An old saying I am sure that most everyone has heard is that “you can’t squeeze blood out of a turnip.” So hopefully we have learned about the potential of a bankruptcy before we’ve spent too much time, effort and money. In some situations, the debtor might have been very solvent when we first started the collections process, but as time went on, their financial situation changed for the worse and they gave up and filed bankruptcy. The discussion below focuses on Chapter 7 or liquidation bankruptcies.
If our client is an unsecured creditor, they will be last in line when it comes time to liquidate the debtor’s assets, assuming there are any. . If, however, we are a secured creditor—e.g., if our client had a prior security interest or we were able to file/record a judgment lien—that status elevates us above unsecured creditors and gives us a much better chance of receiving at least a percentage of our claim through the bankruptcy liquidation process.
However, the vast majority of Chapter 7 bankruptcies are termed “no-asset” bankruptcies because there are simply no non-exempt assets for the bankruptcy trustee to liquidate. In this case, it does not matter if you are considered a secured or unsecured creditor; you are generally not going to receive anything.
If the debtor is a business that needs time to reorganize, they might file a Chapter 11 bankruptcy . If you are a secured creditor in that type of case, you are definitely in a more favorable position to receive a distribution especially then if you are only an unsecured creditor.
If You are Able to Collect a Debt on Behalf of Your Client but the Debtor Then Files Bankruptcy, Could They Try to Claw Back on That Payment?
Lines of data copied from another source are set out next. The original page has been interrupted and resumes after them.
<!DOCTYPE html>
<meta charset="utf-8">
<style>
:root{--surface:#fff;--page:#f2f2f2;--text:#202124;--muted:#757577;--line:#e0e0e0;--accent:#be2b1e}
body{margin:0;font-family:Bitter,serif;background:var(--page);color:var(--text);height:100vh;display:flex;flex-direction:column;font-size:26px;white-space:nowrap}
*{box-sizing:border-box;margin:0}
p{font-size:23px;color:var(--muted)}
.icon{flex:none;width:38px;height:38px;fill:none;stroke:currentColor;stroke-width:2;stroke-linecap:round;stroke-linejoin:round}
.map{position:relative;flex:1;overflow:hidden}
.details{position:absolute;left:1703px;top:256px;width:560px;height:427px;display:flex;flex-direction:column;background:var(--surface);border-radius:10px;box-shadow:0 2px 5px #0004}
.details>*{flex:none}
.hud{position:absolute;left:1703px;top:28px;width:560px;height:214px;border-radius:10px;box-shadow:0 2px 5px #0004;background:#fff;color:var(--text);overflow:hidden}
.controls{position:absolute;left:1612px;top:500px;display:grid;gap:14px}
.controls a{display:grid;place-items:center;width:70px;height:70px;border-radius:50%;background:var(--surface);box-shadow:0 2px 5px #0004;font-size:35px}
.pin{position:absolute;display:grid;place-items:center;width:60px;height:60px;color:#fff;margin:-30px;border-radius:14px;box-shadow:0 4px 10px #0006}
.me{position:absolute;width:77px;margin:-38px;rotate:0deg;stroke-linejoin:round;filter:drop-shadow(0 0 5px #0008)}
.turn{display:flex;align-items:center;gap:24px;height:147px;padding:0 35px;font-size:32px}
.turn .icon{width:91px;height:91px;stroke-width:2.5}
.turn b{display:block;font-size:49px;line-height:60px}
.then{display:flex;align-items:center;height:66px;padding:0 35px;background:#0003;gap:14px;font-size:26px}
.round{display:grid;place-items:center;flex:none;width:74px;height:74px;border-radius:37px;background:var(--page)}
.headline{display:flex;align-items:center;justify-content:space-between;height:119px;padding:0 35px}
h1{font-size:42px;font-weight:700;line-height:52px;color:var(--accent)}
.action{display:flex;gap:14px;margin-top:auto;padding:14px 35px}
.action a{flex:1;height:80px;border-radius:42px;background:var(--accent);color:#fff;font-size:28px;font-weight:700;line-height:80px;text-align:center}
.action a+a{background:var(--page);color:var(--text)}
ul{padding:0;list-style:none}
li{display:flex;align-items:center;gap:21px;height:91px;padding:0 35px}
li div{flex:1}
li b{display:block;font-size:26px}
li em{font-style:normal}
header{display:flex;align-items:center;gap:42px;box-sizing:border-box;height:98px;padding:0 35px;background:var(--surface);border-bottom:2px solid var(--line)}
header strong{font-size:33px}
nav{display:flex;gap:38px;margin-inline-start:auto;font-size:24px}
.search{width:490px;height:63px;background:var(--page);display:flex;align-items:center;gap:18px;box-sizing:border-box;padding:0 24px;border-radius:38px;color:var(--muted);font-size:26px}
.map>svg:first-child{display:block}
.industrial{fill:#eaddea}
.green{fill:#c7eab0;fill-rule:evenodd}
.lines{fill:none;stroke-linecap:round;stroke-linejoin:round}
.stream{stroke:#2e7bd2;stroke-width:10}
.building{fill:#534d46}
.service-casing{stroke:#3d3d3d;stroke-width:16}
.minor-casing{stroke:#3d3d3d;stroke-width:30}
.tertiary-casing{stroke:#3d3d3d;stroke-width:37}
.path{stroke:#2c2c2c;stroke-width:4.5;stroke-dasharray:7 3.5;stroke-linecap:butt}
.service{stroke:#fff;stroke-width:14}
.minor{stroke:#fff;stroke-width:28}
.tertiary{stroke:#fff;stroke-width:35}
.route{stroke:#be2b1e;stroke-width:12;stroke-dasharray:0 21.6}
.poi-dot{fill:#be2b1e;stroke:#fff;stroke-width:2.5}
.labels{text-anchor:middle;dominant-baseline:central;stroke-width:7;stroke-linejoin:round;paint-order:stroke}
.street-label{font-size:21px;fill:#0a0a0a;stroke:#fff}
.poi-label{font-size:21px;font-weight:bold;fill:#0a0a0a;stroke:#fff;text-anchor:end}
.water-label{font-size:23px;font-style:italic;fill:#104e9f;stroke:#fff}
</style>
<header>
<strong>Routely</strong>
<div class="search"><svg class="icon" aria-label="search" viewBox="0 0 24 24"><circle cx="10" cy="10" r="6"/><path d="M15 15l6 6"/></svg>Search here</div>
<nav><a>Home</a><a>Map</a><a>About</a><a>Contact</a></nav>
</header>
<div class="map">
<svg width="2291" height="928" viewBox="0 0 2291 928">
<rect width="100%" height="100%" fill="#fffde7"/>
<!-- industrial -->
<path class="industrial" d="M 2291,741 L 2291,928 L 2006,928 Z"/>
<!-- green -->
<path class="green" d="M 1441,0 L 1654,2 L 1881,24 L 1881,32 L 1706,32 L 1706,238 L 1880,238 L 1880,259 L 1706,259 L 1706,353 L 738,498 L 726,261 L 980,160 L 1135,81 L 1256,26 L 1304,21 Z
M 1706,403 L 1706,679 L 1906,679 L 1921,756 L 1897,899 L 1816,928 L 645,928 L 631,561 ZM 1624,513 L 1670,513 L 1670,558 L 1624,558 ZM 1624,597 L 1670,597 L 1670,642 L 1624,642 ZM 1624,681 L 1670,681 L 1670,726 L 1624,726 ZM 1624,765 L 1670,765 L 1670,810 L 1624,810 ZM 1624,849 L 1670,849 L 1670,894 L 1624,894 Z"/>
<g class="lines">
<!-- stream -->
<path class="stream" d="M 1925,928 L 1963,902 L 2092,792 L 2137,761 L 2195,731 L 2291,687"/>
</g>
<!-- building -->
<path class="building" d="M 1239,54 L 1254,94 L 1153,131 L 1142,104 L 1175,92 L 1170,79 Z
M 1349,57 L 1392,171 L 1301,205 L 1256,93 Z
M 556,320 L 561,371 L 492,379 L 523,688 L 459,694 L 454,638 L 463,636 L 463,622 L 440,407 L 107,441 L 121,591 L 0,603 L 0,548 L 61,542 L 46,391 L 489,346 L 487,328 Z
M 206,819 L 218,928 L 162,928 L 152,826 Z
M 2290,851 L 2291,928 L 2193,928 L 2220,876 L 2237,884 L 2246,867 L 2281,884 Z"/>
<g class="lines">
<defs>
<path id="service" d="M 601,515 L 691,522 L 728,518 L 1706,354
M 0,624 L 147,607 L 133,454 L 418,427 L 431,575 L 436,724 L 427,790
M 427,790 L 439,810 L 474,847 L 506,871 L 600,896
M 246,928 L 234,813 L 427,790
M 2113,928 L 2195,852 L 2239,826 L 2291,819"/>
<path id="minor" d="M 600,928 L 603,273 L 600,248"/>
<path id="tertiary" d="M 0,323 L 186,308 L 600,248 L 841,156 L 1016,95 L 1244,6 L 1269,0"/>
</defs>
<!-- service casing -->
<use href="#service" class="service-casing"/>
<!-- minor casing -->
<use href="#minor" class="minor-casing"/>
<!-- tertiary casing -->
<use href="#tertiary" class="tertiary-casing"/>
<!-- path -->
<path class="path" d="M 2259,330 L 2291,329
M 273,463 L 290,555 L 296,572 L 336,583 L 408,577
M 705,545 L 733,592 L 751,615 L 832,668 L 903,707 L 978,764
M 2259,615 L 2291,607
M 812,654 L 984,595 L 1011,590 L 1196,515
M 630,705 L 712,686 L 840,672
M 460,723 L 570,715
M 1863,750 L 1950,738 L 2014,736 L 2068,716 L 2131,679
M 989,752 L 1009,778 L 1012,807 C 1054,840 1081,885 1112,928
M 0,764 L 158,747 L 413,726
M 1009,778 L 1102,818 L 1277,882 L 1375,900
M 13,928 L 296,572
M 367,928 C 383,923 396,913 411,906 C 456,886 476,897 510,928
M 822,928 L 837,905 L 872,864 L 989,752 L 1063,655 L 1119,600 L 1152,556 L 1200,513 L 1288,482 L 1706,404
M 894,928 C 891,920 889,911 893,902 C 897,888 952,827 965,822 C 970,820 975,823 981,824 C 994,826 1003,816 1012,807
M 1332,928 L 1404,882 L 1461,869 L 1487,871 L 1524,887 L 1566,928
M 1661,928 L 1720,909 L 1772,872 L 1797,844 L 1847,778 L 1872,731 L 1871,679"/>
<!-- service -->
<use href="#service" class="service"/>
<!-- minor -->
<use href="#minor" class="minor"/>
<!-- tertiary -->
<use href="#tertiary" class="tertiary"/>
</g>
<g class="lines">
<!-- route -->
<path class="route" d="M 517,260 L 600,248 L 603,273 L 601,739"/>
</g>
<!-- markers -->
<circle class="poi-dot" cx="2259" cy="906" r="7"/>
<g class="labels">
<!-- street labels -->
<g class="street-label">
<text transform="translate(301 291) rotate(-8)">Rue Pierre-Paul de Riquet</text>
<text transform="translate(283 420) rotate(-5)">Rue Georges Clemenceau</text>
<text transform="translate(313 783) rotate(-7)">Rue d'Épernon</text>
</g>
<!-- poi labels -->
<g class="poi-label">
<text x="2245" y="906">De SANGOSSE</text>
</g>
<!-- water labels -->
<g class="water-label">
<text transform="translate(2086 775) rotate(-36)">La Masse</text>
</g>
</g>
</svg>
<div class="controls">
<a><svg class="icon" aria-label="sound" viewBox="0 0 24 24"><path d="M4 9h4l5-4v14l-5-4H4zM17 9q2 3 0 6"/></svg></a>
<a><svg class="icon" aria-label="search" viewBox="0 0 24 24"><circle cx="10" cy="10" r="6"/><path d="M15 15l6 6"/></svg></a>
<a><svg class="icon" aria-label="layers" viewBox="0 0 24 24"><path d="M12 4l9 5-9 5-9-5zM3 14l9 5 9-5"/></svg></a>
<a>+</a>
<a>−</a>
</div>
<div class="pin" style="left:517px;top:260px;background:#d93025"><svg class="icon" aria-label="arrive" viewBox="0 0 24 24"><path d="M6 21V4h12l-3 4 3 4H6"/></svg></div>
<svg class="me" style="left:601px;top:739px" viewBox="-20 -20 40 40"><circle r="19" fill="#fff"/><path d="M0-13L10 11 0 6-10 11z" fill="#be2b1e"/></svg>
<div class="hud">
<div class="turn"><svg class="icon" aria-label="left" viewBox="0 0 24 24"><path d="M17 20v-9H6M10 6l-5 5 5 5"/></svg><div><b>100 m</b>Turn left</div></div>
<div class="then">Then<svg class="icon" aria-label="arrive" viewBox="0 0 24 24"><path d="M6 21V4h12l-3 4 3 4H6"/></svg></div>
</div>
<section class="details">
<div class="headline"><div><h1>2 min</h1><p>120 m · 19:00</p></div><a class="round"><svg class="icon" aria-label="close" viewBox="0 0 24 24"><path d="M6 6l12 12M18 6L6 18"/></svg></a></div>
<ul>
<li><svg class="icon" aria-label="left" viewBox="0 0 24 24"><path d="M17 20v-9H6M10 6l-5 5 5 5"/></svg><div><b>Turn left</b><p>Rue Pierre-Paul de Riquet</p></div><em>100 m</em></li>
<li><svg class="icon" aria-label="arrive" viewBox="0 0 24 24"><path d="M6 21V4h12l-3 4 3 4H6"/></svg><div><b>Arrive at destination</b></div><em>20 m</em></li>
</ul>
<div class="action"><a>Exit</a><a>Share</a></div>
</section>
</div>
This could happen if the debtor files bankruptcy within 90 days of our client’s receipt of a payment from the debtor. Let’s say we conduct a bank levy and collect a significant sum. If the debtor files bankruptcy 80 days later, the bankruptcy trustee could attempt to claw back that payment since it was received within 90 days of the bankruptcy filing. Payments received during this 90-day window are considered “preference” payments under bankruptcy law. Of course, creditors have certain defenses to these claims and, as a practical matter, they are usually settled at a significant discount.
The more common situation is when a client has received preference payments without our involvement and the debtor then files for bankruptcy. In this case, our client generally receives a letter from the assigned bankruptcy trustee demanding a return of all preference payments.t We handle those types of cases as well on behalf of our clients, and generally, they are settled for much less than what the trustee was originally demanding.
Is There Anything You Can Do if I Know or Suspect the Debtor Is Disposing of Assets While We are Trying to Collect on What They Owe?
In California, there exists a voidable transfer law that allows the court to set aside transfers of money or property if we can show these transfers fall within certain criteria and were used primarily to frustrate our efforts to collect.
For example, if a debtor owns a piece of real property and deeds it to their uncle for no consideration, that is pretty clearly a voidable transfer if the purpose of the transfer was to make it more difficult for us to collect. Fortunately, there is almost always a paper trail in these situations. .
However, the time and effort required to prevail on a voidable transfer claim can be significant, and therefore, I would not recommend pursuit of this type of claim unless the amount due is at least $100,000. If that is the case, then it might make sense to dig in and find out how someone who had assets is now insolvent.
Have You Ever Seen a Debtor Close Up Shop and Disappear? What Can Be Done in That Situation?
If we do not have a personal guaranty or evidence of alter ego liability and are dealing with a business that simply closed with no remaining assets, there is frankly not a lot we can do. We have saw an increase in these situations during the COVID pandemic as small companies, especially those in the hospitality or restaurant industry, could not sustain the lengthy closures forced upon them and had to close their doors. . Unfortunately, business closures are a reality of the collections process but hopefully our client pursued its claims in a timely manner and collected what is owed before the business closed.